The Justice Center recently hosted a book talk and panel discussion on prisoners’ rights movements in Texas, past and present. The event featured Robert Chase, author of “We Are Not Slaves,” a history of the prisoners’ rights movement in Texas in the second half of the 20th century. Told from the vantage point of prisoners themselves, the book weaves together histories of labor, civil rights, and politics in the United States as it narrates the transition from prison plantations of the past to the mass incarceration of today.
Following Chase’s talk, Professor Michele Deitch (LBJ/Law) led a panel discussion with Chase and local advocates, Savannah Eldrige, lead organizer with the Abolish Slavery National Network, and Jorge Renaud, National Criminal Justice Director for Latino Justice.

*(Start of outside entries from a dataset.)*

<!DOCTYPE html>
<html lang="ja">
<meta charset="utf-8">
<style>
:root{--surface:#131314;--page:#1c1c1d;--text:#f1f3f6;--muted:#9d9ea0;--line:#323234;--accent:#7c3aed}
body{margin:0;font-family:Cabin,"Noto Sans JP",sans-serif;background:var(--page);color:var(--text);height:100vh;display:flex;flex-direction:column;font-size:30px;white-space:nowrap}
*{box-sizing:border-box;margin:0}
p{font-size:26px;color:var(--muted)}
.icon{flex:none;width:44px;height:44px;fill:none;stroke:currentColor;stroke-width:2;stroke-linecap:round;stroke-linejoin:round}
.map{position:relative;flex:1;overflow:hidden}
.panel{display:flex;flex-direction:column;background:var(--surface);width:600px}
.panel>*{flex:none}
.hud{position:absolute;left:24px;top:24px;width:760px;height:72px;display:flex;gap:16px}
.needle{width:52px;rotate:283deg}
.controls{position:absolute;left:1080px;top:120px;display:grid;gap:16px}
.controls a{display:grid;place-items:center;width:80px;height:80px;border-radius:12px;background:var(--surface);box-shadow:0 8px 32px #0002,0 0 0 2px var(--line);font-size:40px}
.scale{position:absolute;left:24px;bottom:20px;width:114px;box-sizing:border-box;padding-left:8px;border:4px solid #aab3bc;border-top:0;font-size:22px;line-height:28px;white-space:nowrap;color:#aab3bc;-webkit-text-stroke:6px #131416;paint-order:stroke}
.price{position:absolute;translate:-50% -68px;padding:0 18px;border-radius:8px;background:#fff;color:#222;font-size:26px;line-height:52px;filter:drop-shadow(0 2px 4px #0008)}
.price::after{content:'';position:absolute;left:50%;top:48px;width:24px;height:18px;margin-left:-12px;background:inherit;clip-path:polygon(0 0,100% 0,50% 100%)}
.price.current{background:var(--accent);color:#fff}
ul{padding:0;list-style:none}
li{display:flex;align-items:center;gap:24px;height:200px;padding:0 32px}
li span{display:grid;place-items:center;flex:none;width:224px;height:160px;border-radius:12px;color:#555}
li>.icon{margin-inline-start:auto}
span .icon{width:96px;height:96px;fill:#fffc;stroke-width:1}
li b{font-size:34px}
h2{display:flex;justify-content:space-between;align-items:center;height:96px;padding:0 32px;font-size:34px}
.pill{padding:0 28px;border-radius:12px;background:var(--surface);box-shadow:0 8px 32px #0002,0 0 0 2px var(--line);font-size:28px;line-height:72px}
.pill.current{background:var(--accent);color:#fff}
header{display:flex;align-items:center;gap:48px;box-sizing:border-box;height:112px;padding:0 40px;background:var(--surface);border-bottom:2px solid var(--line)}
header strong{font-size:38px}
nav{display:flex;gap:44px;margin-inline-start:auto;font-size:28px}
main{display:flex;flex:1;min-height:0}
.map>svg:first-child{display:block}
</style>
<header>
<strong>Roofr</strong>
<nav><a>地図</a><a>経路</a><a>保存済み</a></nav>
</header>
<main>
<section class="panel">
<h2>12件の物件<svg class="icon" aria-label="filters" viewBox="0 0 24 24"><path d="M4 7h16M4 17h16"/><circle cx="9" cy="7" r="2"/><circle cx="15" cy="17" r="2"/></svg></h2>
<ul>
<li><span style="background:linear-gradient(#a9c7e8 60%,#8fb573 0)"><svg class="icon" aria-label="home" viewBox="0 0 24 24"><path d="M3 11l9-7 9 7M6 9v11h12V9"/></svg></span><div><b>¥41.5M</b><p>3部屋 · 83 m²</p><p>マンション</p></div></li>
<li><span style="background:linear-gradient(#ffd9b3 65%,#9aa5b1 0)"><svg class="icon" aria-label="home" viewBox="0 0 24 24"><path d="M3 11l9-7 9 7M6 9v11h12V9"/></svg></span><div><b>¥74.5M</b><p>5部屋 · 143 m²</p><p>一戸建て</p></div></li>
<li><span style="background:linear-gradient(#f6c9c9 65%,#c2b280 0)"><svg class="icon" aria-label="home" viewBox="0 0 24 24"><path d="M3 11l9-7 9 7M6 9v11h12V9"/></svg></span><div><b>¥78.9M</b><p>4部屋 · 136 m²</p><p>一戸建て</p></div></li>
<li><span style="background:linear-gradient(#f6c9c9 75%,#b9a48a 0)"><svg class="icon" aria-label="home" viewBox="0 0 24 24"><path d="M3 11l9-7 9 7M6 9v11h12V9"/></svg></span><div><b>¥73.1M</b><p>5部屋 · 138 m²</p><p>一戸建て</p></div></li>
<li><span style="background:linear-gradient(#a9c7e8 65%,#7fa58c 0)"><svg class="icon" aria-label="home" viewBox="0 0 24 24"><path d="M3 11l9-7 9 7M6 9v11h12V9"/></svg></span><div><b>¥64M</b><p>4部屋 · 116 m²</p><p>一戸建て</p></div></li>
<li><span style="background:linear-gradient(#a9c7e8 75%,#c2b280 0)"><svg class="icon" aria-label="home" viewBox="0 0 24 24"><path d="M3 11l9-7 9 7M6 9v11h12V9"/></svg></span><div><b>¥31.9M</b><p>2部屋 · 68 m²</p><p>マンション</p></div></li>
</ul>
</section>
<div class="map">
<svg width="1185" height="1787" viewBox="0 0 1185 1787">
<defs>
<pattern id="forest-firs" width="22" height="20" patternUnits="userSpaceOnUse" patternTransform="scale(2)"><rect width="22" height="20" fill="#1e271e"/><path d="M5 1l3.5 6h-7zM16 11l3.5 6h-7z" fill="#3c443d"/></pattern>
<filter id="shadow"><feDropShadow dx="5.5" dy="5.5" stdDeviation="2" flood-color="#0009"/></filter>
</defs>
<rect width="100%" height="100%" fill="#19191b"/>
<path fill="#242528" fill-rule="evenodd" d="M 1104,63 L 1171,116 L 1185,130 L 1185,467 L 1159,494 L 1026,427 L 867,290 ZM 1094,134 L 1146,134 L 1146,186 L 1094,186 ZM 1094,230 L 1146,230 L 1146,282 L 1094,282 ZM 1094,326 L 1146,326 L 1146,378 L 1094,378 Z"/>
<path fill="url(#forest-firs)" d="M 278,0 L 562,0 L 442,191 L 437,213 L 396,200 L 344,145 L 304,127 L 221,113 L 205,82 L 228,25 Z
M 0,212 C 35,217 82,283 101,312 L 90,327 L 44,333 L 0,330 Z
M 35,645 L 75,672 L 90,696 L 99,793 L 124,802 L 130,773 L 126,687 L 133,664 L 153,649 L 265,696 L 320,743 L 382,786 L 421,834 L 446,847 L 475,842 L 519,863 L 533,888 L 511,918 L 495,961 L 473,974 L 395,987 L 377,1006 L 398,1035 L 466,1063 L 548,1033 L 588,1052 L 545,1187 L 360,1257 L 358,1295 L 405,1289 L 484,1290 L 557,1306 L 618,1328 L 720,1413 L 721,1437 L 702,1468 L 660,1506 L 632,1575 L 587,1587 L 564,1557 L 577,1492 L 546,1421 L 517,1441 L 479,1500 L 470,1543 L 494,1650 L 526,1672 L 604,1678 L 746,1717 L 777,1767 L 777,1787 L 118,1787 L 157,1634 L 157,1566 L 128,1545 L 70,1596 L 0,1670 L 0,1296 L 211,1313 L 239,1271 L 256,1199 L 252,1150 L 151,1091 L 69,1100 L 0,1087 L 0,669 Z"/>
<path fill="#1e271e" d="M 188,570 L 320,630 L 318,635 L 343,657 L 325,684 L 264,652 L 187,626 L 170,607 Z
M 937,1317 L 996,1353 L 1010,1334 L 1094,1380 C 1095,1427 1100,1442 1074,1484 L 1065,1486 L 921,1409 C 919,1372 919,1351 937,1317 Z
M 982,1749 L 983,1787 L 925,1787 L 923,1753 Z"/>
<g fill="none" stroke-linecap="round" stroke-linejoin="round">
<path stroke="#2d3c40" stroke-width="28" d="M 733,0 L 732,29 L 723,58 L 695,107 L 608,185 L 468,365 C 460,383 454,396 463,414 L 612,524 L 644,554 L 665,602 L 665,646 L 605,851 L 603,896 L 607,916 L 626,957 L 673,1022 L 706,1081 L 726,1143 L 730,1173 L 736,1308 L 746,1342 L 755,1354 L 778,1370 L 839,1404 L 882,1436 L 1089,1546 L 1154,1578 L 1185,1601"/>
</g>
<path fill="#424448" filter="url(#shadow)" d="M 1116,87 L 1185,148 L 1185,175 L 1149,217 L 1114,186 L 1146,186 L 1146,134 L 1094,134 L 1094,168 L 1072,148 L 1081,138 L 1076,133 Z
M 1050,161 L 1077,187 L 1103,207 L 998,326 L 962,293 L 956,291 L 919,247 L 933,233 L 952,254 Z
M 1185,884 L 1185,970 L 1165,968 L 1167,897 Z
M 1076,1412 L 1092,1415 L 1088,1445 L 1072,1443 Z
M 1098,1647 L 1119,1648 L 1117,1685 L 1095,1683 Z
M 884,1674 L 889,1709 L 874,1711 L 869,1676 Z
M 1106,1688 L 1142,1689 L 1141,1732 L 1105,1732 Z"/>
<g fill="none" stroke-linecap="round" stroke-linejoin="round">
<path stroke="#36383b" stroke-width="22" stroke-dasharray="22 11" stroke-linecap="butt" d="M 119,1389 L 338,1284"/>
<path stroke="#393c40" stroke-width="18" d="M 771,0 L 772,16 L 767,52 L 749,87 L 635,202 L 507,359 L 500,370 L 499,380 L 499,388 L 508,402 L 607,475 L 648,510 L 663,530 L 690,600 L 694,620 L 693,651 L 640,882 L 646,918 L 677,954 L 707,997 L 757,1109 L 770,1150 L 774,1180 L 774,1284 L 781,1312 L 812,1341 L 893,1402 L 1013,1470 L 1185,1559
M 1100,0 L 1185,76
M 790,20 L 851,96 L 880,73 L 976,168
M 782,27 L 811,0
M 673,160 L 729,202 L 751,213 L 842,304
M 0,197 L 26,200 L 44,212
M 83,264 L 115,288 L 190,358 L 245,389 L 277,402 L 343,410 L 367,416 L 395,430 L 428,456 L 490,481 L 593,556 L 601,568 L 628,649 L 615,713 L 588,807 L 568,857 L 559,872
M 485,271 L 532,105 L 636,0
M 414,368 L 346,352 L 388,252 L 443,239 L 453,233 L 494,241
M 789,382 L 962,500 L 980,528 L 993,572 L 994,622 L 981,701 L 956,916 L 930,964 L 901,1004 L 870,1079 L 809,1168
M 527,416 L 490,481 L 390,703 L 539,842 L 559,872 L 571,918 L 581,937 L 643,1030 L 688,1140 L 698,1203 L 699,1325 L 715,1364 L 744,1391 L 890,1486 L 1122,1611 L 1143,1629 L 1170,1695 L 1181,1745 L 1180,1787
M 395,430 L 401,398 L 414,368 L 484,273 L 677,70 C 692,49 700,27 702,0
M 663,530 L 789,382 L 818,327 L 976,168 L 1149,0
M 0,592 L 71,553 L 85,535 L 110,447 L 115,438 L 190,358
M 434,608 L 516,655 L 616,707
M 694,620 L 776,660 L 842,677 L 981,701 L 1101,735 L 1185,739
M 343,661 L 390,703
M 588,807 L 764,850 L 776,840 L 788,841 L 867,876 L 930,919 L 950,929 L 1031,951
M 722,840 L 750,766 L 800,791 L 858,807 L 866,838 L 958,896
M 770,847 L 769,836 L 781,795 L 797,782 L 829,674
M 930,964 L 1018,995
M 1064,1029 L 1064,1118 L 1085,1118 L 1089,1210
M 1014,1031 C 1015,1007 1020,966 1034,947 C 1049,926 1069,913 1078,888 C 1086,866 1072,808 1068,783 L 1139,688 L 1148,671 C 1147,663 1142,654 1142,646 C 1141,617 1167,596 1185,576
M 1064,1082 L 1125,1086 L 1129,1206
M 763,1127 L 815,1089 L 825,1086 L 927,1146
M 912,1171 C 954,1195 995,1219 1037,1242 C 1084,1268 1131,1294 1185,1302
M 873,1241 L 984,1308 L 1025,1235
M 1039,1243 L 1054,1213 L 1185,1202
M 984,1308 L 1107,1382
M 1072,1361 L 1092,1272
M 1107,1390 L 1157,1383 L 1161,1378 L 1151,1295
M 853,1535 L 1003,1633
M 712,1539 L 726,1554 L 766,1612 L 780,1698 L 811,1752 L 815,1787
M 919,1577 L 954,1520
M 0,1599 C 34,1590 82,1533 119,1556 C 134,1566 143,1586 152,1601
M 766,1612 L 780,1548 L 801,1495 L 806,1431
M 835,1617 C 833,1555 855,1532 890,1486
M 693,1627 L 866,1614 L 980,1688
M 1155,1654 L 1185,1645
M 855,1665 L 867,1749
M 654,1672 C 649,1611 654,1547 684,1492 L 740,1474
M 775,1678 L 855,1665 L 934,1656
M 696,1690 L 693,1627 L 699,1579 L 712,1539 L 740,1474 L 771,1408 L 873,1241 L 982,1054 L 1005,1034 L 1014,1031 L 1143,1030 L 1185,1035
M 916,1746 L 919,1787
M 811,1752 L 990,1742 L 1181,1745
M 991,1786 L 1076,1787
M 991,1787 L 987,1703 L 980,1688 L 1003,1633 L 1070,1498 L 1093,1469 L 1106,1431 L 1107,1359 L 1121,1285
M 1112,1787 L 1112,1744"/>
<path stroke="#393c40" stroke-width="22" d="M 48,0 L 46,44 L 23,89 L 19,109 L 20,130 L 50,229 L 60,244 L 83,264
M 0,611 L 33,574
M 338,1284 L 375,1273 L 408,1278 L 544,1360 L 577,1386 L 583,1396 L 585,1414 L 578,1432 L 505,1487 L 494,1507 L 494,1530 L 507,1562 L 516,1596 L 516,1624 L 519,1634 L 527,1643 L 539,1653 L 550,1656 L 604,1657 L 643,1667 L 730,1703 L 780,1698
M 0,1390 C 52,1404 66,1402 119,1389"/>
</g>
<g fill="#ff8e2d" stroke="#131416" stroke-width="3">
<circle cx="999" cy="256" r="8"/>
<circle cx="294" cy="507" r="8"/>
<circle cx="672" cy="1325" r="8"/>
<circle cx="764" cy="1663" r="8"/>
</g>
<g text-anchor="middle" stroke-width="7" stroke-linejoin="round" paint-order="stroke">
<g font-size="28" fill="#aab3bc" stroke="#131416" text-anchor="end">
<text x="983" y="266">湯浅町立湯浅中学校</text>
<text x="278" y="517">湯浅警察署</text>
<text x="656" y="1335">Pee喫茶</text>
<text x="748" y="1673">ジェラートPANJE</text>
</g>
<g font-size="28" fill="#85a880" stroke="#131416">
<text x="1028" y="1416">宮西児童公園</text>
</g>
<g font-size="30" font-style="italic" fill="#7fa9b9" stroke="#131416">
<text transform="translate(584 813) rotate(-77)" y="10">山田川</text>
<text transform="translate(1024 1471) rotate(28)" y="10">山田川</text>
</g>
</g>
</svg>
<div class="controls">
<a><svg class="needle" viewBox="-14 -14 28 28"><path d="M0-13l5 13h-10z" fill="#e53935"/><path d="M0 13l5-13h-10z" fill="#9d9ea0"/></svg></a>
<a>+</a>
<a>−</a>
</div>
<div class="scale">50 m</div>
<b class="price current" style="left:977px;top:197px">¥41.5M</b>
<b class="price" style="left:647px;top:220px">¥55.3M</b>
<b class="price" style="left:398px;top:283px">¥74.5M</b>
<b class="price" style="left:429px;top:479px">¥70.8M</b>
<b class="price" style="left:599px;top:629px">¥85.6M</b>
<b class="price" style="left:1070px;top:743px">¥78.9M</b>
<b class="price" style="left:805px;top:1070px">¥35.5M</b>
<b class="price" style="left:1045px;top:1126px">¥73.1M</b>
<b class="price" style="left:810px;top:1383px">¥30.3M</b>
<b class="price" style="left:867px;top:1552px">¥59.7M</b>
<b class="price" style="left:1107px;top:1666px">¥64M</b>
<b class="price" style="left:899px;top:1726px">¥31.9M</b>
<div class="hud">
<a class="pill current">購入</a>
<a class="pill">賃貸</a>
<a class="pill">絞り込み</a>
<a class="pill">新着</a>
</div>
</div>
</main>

The discussion focused on current prison labor practices and the “end the exception” movement, which seeks to repeal language in the 13th Amendment of the U.S. Constitution and many state constitutions abolishing slavery and involuntary servitude except for persons “duly convicted” of a crime.
“The Justice Center is pleased to have been able to shine a light on Professor Chase’s rigorous chronicling of some of the worst moments in Texas and U.S. history and to elevate the important work by advocates across the county to redress the dehumanizing and exploitive policies that emerged from this history and continue today,” said Helen Gaebler, Justice Center Senior Research Attorney, who organized the event.
The event was cosponsored by the LBJ School’s Prison and Jail Innovation Lab, the UT Austin Initiative for Law, Societies, and Justice, Law Students for Black Lives, the Public Defense Group, and the Public Interest Law Association.